In a win for good environmental policy, the federal district court in Wyoming struck down the Bureau of Land Management’s controversial hydraulic fracking rule.

The rule would have set federal water, chemical disclosure, and construction requirements for fracking operations on federal and Indian lands in addition to already existing state regulations.

The Case

At issue in the case was whether Congress had ever given the BLM (a Department of Interior agency) the duty or authority to regulate fracking. Quoting from a 1973 case, the court said of the BLM: “An agency may not bootstrap itself into an area where it has no jurisdiction.”

Contrary to its claims, the BLM has neither a history of regulating fracking on federal lands nor congressional authority to do so. Congress clearly gave that authority (through the Safe Drinking Water Act) to the Environmental Protection Agency. This duty was upheld by the courts and later retracted by Congress in the Energy Production Act of 2005. On this matter, the court said:

Having explicitly removed the only source of specific federal agency authority over fracking, it defies common sense for the BLM to argue that Congress intended to allow it to regulate the same activity under a general statute that says nothing about hydraulic fracturing … The BLM has attempted an end-run around the 2005 [Energy Policy] Act.

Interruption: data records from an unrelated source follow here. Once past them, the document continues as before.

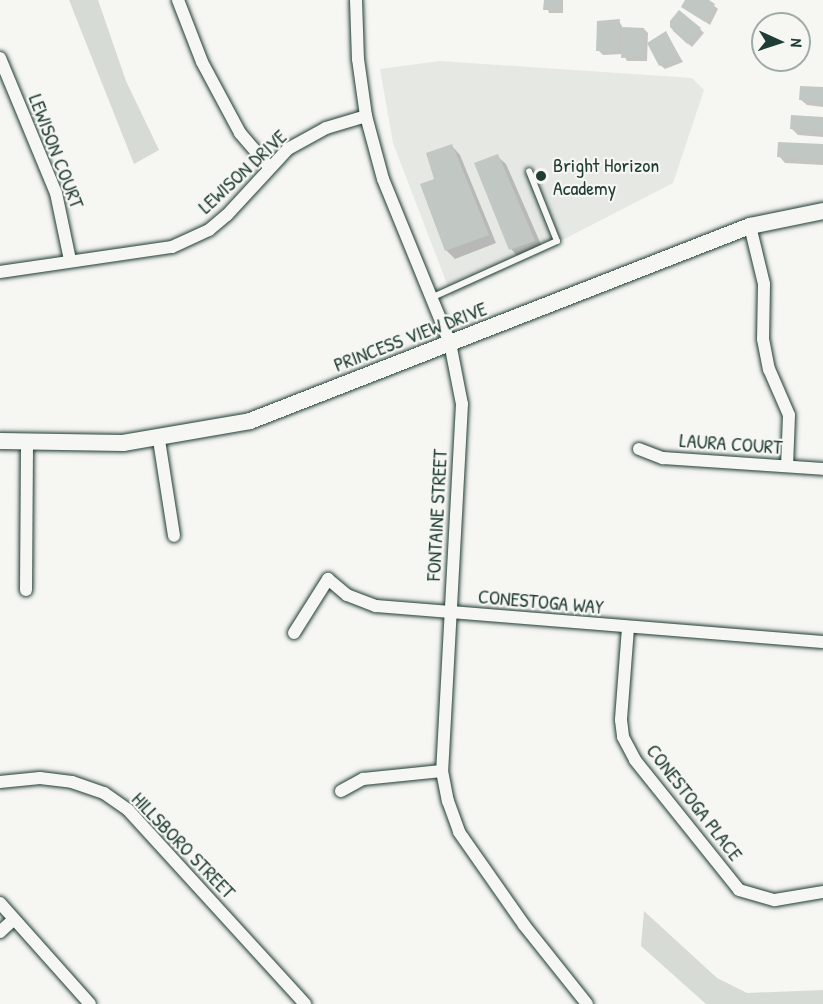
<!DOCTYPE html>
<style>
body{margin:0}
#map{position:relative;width:823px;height:1004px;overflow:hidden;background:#f6f6f2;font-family:"Patrick Hand",sans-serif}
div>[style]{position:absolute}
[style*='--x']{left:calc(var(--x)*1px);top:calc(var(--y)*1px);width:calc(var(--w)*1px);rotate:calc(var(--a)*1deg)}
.built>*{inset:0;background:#e6e8e4}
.green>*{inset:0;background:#d6dbd6}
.shadow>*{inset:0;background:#0003}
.building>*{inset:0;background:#c1c8c3}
.roads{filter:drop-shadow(0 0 2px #1f3d34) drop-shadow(0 0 2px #1f3d34)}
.service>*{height:6px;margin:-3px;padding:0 3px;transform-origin:3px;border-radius:3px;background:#f6f6f2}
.minor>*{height:12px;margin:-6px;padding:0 6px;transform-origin:6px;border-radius:6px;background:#f6f6f2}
.secondary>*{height:16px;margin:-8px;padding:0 8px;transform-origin:8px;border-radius:8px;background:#f6f6f2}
.dots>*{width:16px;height:16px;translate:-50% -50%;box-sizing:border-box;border:3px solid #f6f6f2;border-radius:50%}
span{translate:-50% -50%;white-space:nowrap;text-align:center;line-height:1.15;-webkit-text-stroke:4.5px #f6f6f2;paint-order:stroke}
.street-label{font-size:20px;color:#1f3d34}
.poi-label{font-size:20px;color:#1f3d34}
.left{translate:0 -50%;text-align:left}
.north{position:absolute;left:751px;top:12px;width:60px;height:60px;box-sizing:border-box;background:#f6f6f2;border:2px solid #a0aca6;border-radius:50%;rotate:93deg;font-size:16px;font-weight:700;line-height:24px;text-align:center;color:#1f3d34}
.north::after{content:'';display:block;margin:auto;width:21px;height:27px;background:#1f3d34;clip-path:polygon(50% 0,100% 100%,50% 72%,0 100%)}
</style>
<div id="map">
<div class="built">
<i style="clip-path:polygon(440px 61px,692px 78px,704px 90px,673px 183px,452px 297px,393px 143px,380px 69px)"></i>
</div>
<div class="green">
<i style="clip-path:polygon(69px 0,98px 0,126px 81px,159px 150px,134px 164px)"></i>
<i style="clip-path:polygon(644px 911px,717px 978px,747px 993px,823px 990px,823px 1004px,706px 1004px,641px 946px)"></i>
</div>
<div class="shadow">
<i style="clip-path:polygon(545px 0,571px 0,563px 0,563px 13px,549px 13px)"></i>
<i style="clip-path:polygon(687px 0,707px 0,718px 9px,710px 25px,683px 7px)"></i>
<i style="clip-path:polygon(619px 21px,623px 28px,644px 29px,648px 33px,647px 61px,627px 61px,623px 54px,603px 55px,599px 51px,599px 22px)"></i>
<i style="clip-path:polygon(671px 21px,700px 29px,704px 33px,692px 47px,673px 31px)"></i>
<i style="clip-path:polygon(666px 33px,683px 62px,665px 69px,660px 65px)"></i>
<i style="clip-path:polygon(823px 89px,823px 107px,807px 105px,800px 99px)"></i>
<i style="clip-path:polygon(823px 118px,823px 137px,798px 135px,792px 129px)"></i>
<i style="clip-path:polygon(452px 146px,460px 155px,496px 243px,455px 259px,446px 250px,436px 179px)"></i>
<i style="clip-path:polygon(823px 146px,823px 165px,785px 163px,779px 156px)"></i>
<i style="clip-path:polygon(497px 156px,506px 164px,543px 249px,519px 258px,511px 249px,476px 164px)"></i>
</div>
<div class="building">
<i style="clip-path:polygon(544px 0,560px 0,559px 10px,543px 10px)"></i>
<i style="clip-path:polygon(685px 0,709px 0,715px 4px,705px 22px,681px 7px)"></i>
<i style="clip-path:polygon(679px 10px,701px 28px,687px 44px,670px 27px,670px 21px)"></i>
<i style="clip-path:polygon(620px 19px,617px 51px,596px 51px,597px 21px)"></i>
<i style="clip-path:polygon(623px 27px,644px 28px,643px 57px,621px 58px)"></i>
<i style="clip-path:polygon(666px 31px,680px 58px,659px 66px,647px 43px)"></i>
<i style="clip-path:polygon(800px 86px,823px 87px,823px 102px,799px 100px)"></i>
<i style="clip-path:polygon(791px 115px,823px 117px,823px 132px,790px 129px)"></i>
<i style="clip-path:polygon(778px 142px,823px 144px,823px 160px,777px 157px)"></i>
<i style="clip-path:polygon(452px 144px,489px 235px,445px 251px,420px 184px,434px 179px,426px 153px)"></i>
<i style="clip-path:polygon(498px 154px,535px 241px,509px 250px,474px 163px)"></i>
</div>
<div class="roads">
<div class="service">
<i style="--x:433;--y:297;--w:136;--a:-24.3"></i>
<i style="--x:557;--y:241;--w:75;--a:-111.8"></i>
</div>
<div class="minor">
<i style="--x:178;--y:0;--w:66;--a:68.8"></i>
<i style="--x:202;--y:62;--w:81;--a:61.8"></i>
<i style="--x:240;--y:133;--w:45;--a:49.5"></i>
<i style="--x:356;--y:0;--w:59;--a:88.1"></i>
<i style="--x:358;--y:59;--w:58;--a:82"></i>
<i style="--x:366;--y:116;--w:65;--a:74.9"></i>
<i style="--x:383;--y:179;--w:177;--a:67.8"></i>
<i style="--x:450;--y:343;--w:62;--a:78.9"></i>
<i style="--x:462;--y:404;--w:368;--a:93.1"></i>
<i style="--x:442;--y:771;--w:31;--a:79"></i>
<i style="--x:448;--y:801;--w:33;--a:70"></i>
<i style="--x:459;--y:832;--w:113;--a:55"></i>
<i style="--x:524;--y:925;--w:101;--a:51.4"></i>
<i style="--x:0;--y:58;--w:146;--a:67.5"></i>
<i style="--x:56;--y:193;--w:68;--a:78.2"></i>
<i style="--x:750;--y:226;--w:60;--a:76.4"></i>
<i style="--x:764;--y:284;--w:55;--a:91"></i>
<i style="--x:763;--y:339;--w:31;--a:79"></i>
<i style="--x:769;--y:369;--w:50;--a:66.5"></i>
<i style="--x:789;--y:415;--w:51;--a:92.2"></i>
<i style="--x:0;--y:272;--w:174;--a:-8.3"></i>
<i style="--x:172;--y:247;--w:41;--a:-24.7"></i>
<i style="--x:209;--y:230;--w:23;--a:-40"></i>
<i style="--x:227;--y:215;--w:90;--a:-47.3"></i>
<i style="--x:288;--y:149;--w:43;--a:-28.9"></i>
<i style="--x:326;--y:128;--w:42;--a:-16.7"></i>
<i style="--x:159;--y:440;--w:97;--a:81.1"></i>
<i style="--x:639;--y:449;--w:26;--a:21"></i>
<i style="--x:663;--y:458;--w:160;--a:3.9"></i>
<i style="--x:26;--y:590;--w:149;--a:-89.6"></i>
<i style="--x:628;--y:628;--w:92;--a:94.4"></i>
<i style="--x:621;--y:720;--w:17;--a:83"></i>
<i style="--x:623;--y:737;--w:26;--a:62"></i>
<i style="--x:635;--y:760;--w:166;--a:51.3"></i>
<i style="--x:739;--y:890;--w:37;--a:16"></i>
<i style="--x:775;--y:900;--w:49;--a:-9.5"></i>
<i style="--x:294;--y:633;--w:64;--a:-57.8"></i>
<i style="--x:328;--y:579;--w:25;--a:40"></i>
<i style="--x:347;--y:595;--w:31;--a:21"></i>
<i style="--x:376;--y:606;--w:448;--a:4.6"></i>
<i style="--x:0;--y:782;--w:40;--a:-5.7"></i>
<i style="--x:40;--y:778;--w:32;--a:7"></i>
<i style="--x:72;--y:782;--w:34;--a:19"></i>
<i style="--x:104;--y:793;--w:29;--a:35"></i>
<i style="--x:128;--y:810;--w:263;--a:47.6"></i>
<i style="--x:341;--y:791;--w:25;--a:-29"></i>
<i style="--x:363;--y:779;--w:79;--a:-5.8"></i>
<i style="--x:0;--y:903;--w:135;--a:48.3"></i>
<i style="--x:0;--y:932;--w:19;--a:-43"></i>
</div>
<div class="secondary">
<i style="--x:0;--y:441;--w:123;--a:0.9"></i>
<i style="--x:123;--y:443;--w:129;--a:-9.8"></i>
<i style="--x:250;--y:421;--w:537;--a:-21.31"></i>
<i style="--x:750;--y:226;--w:75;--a:-11.6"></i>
</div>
</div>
<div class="dots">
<i style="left:541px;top:176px;background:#1f3d34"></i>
</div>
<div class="street-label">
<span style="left:57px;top:151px;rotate:69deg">LEWISON COURT</span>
<span style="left:242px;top:171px;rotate:-43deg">LEWISON DRIVE</span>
<span style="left:410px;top:336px;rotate:-21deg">PRINCESS VIEW DRIVE</span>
<span style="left:731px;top:443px;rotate:4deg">LAURA COURT</span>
<span style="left:436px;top:515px;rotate:-87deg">FONTAINE STREET</span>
<span style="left:541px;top:601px;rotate:5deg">CONESTOGA WAY</span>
<span style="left:695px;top:802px;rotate:52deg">CONESTOGA PLACE</span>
<span style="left:184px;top:845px;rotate:46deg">HILLSBORO STREET</span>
</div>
<div class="poi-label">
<span class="left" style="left:553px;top:176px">Bright Horizon<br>Academy</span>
</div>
<div class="north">N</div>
</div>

The court’s determination led to a lesson on constitutional government and separation of powers: “In recent years, as does the BLM here, federal agencies have increasingly relied on Chevron deference to stretch the outer limits of its “delegated” statutory authority by revising and reshaping legislation.” (For more on Chevron deference, see here.) Only Congress has the authority to delegate duties to the BLM.

Better Environmental and Energy Policy

In response to the ruling, a Department of Interior spokesman said:

It’s unfortunate that implementation of the rule continues to be delayed because it prevents regulators from using 21st century standards to ensure that oil and gas operations are conducted safely and responsibly on public and tribal lands.

Not only was this misleading, but this statement also fails to recognize what constitutes good environmental stewardship. The BLM started work on its first regulation of fracking operations in November 2010 and did not finalize a rule until March 2015. In contrast, states have effectively regulated fracking operations on private, state, and federal lands for decades and have updated regulations with technological advancements.

According to the Western Energy Alliance, states have overseen 1.2 million fracking operations, 98 percent of which occur in seven states (four of which sued the government over the BLM’s rule). This local expertise, rather than the BLM’s one-size-fits-all approach, leads to environmental policy that is better suited to unique landscapes and more responsive to local concerns.

To this point, the Western Governors’ Association noted in a letter to the Department of Interior:

Most of the federal and tribal lands where BLM has jurisdiction and where this new federal rule will apply are located in Western states that have a long history of oil and gas production and robust regulations designed to protect the environmental and public health. Because there are often profound differences in geology, ecology, hydrology and meteorology, the states are best equipped to design, administer and enforce laws and regulations related to oil and gas development.

The rule would have been a detriment to good energy policy and environmental policy alike. Adding a redundant layer of federal regulation on top of what states already do would certainly increase wait periods. The BLM took an average of 220 days simply to complete a drilling permit application compared to an average of 30 days for states. Extended wait times and administrative headaches do not add up to good energy policy or a safer, cleaner environment.

Despite what the BLM may believe, it does not have a roving commission to fix whatever problems it sees. Congress delegates responsibility to the governmental agencies. In this case, Congress has empowered states, not the BLM, to regulate fracking and in doing so has protected more responsive, adaptive energy and environment policy.